Here’s a quick and easy recipe for the summer – there’s no prep, other than throwing the ingredients together and a couple of smashes – no chopping. So put that cutting board and knife away, you won’t need them!
Any meat can be cooked alla Cacciatora. Originally, this cooking method was reserved for wild “caught” meats, but today it can be used with any meat you catch at the butcher. In America, “alla cacciatora” (the way of the hunter) was abbreviated to the simpler “cacciatore” (hunter) but it still means to cook meat in tomatoes, a splash of wine with seasonal vegetables and a sprinkle of olives. What you do with the rest is up to the cook, so this is my summery interpretation of this dish..

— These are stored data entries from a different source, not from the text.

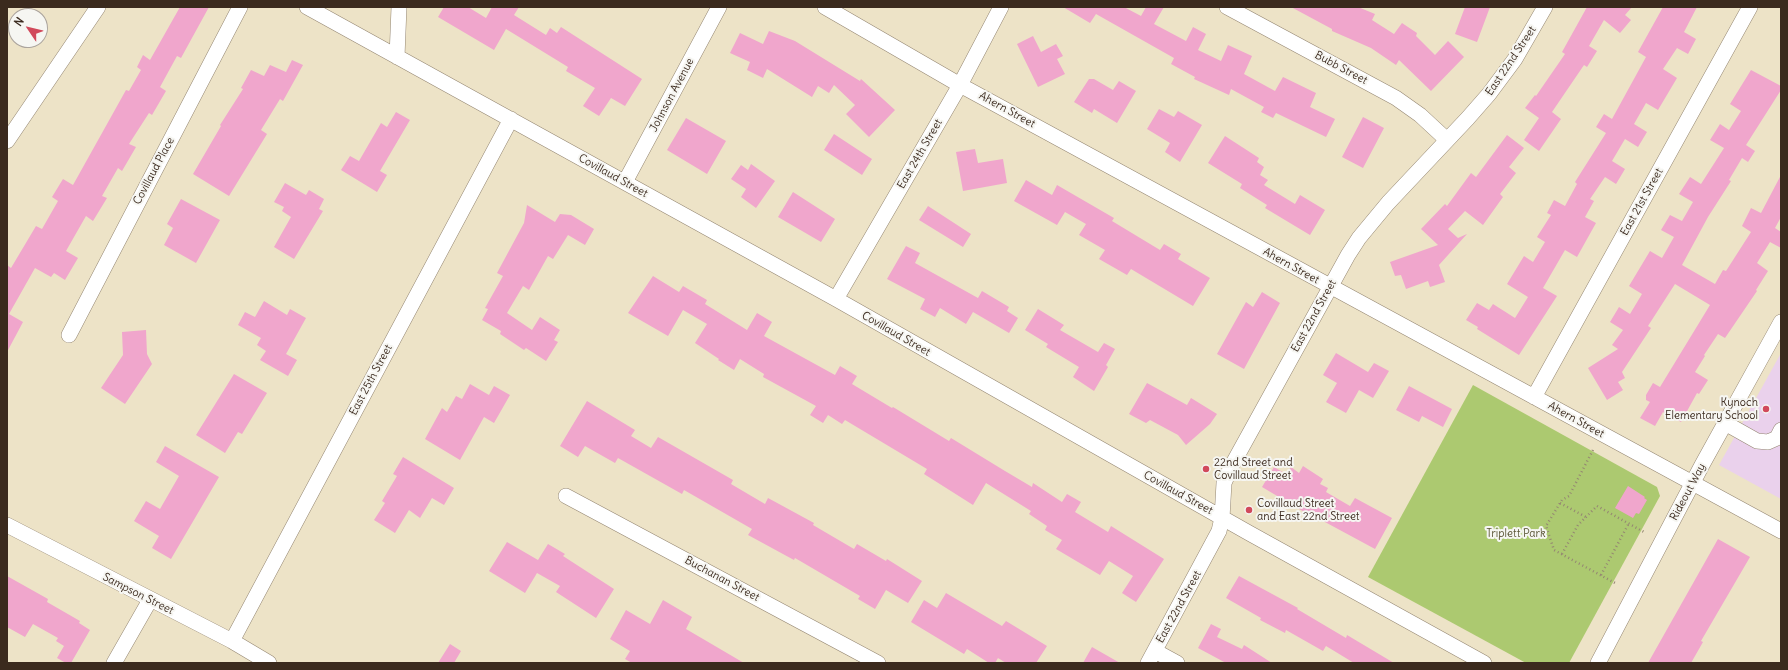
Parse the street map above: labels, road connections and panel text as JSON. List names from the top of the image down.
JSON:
{
  "streets": {
    "street": [
      "East 22nd Street",
      "Bubb Street",
      "Johnson Avenue",
      "Ahern Street",
      "East 24th Street",
      "Covillaud Place",
      "Covillaud Street",
      "East 21st Street",
      "East 25th Street",
      "Rideout Way",
      "Buchanan Street",
      "Sampson Street"
    ]
  },
  "crossings": [
    ["East 22nd Street", "Bubb Street"],
    ["East 22nd Street", "Ahern Street"],
    ["East 22nd Street", "Covillaud Street"],
    ["Johnson Avenue", "Covillaud Street"],
    ["Ahern Street", "East 24th Street"],
    ["Ahern Street", "East 21st Street"],
    ["Ahern Street", "Rideout Way"],
    ["East 24th Street", "Covillaud Street"],
    ["Covillaud Street", "East 25th Street"],
    ["East 25th Street", "Sampson Street"]
  ],
  "parks": ["Triplett Park"],
  "places": ["Kynoch Elementary School", "22nd Street and Covillaud Street", "Covillaud Street and East 22nd Street"],
  "north": "top left"
}
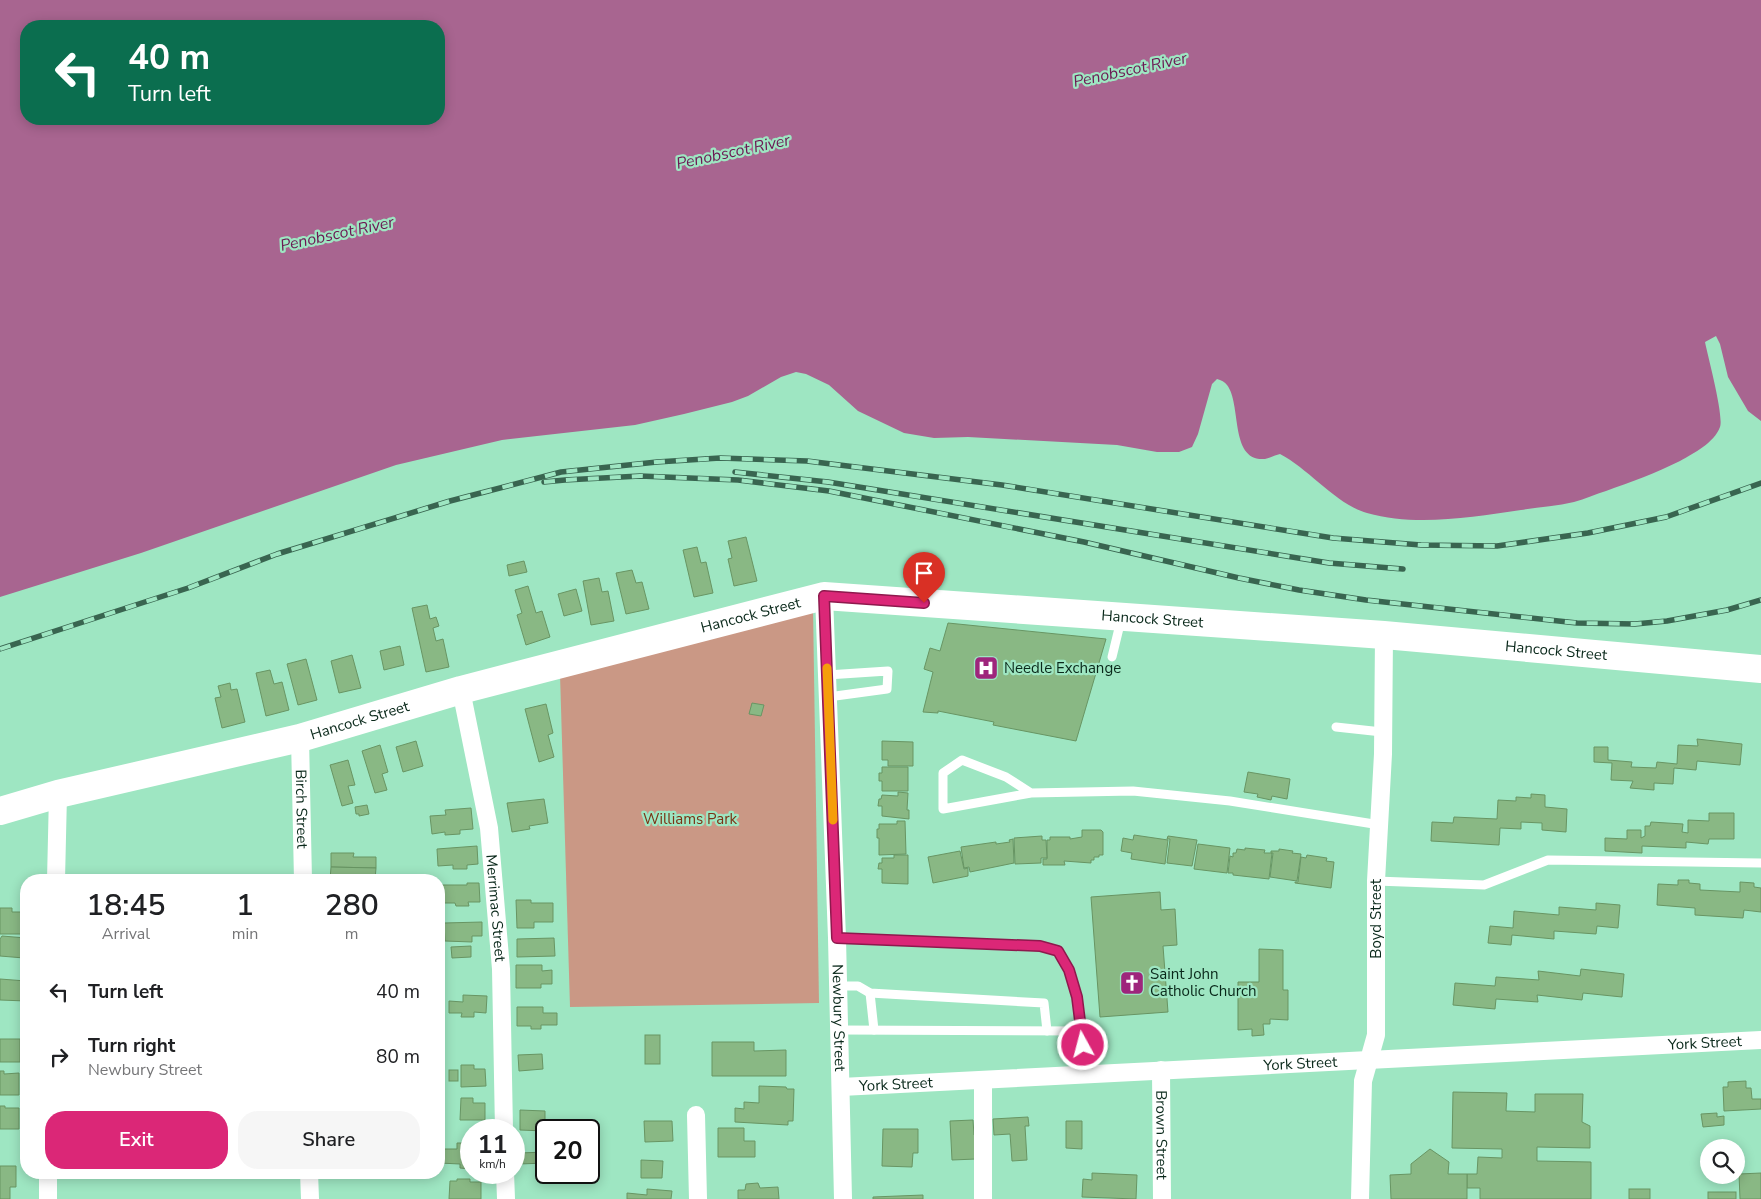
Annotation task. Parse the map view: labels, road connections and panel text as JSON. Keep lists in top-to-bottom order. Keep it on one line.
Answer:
{"streets":{"main road":["Hancock Street"],"street":["Birch Street","Merrimac Street","Boyd Street","Newbury Street","York Street","Brown Street"]},"crossings":[["Hancock Street","Birch Street"],["Hancock Street","Merrimac Street"],["Hancock Street","Boyd Street"],["Hancock Street","Newbury Street"],["Boyd Street","York Street"],["Newbury Street","York Street"],["York Street","Brown Street"]],"water":["Penobscot River"],"parks":["Williams Park"],"places":{"hospital":["Needle Exchange"],"church":["Saint John Catholic Church"]},"page":{"turn":["40 m","Turn left"],"eta":["18:45","Arrival","1","min","280","m"],"list":[{"name":"Turn left","value":"40 m"},{"name":"Turn right","note":"Newbury Street","value":"80 m"}],"buttons":["Exit","Share"],"speed":"11 km/h","limit":"20"}}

My mediterranean cooking is very rustic – the fewer things to peel or chop, the better. To make it even easier, I forego the usual natural release for meats, and use the accelerated evaporation of “Normally Released” foods to reduce the cooking liquid a bit (this is ok for stew-type meat recipes). There will still be a bit of cooking liquid left, and you can use it in place of water to make an accompaniment of steamed rice or mashed potatoes.
|Pressure Cooker||Accessories||Pr. Cook Time||Pr. Level||Open|
|6 L or larger||none||12-14 min.||High(2)||Normal|
- Serves: 4 to 6 people
- Serving size: 1½ pieces
- Calories: 81.3
- TOTAL Fat: 6.4g
- TOTAL Carbs: 6.6g
- Sugar Carbs: 2.8g
- Sodium: 588.3mg
- Fiber Carbs: 0.6g
- Protein: 4.3g
- Cholesterol: 17mg
- 1 teaspoon olive oil
- 3 pounds (1.5 kilos) bone-in chicken legs and thighs
- 1 pound (500g) cherry tomatoes
- 2 garlic cloves, crushed.
- ¼ teaspoon hot pepper flakes (or one fresh hot pepper, chopped)
- 1 teaspoon salt (use 2 teaspoons if your chicken has not been previously salt-brined)
- 1 teaspoon dried oregano
- ¼ cup (60ml) tart red table wine (such as Merlot)
- 1 cup water
- 1 sprig fresh basil leaves, torn
- ½ cup (70g) pitted green olives, rinsed
- In the heated pressure cooker, add the olive oil and brown the chicken thighs on all sides.
- In the meantime, remove the stems from the cherry tomatoes and put them in a large ziploc bag so they are in a single layer. Close the bag almost completely - leave a tiny hole at the end. Or loosely knot a common plastic bag.
- With a meat pounder, or heavy pot, lightly crush all of the cherry tomatoes - the goal is to burst them open, not flatten them.
- Set the chicken aside and pour the crushed cherry tomato mixture and all of its juice into the pressure cooker base.
- Add the garlic, hot pepper, salt , oregano, wine and water and mix well, scraping up the brown bits of chicken stuck to the bottom of the cooker.
- Place the chicken back into the pressure cooker and mix to coat the chicken with the contents of the cooker. Then, "smooth" out the chicken pieces into an even layer.
- Close and lock the lid of the pressure cooker.
- For electric pressure cookers: Cook for 13-14 minutes at high pressure.
For stove top pressure cookers: Turn the heat up to high and when the cooker indicates it has reached high pressure, lower to the heat to maintain it and begin counting 12 minutes pressure cooking time.
- When time is up, open the cooker by releasing the pressure through the valve.
- Stir the contents and let the cooker stand uncovered for about 5 minutes, stirring occasionally to reduce some of the cooking liquid using the pressure cooker's residual heat.
- Using a slotted spoon, lift into a serving casserole and sprinkle with green olives and basil before serving.
- Reserve the broth left in the base of the pressure cooker to use in place of stock in a risotto or rice recipe.